Return each entry exactly, so that nothing in the data differs from the original.

BEGIN Dataset

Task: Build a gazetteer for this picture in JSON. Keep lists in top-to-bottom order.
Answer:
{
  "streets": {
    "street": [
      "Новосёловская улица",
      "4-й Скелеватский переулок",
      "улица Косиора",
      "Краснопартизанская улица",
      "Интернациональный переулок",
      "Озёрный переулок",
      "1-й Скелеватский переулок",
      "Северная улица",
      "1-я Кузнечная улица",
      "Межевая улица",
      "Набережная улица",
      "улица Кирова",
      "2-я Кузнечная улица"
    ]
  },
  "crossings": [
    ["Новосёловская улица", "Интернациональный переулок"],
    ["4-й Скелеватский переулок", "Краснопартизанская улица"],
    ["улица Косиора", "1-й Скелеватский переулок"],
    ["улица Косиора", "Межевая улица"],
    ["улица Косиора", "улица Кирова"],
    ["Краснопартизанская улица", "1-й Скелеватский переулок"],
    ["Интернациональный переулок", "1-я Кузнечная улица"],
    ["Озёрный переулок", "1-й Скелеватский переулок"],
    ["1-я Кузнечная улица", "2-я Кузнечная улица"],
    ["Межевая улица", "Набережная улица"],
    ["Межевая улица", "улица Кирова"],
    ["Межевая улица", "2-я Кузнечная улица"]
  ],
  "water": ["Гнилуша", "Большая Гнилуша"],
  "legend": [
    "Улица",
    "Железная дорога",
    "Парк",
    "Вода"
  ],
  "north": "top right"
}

END Dataset

Task result ->
Task: Build a gazetteer for this picture in JSON. Keep lists in top-to-bottom order.
Answer:
{
  "streets": {
    "street": [
      "Новосёловская улица",
      "4-й Скелеватский переулок",
      "улица Косиора",
      "Краснопартизанская улица",
      "Интернациональный переулок",
      "Озёрный переулок",
      "1-й Скелеватский переулок",
      "Северная улица",
      "1-я Кузнечная улица",
      "Межевая улица",
      "Набережная улица",
      "улица Кирова",
      "2-я Кузнечная улица"
    ]
  },
  "crossings": [
    ["Новосёловская улица", "Интернациональный переулок"],
    ["4-й Скелеватский переулок", "Краснопартизанская улица"],
    ["улица Косиора", "1-й Скелеватский переулок"],
    ["улица Косиора", "Межевая улица"],
    ["улица Косиора", "улица Кирова"],
    ["Краснопартизанская улица", "1-й Скелеватский переулок"],
    ["Интернациональный переулок", "1-я Кузнечная улица"],
    ["Озёрный переулок", "1-й Скелеватский переулок"],
    ["1-я Кузнечная улица", "2-я Кузнечная улица"],
    ["Межевая улица", "Набережная улица"],
    ["Межевая улица", "улица Кирова"],
    ["Межевая улица", "2-я Кузнечная улица"]
  ],
  "water": ["Гнилуша", "Большая Гнилуша"],
  "legend": [
    "Улица",
    "Железная дорога",
    "Парк",
    "Вода"
  ],
  "north": "top right"
}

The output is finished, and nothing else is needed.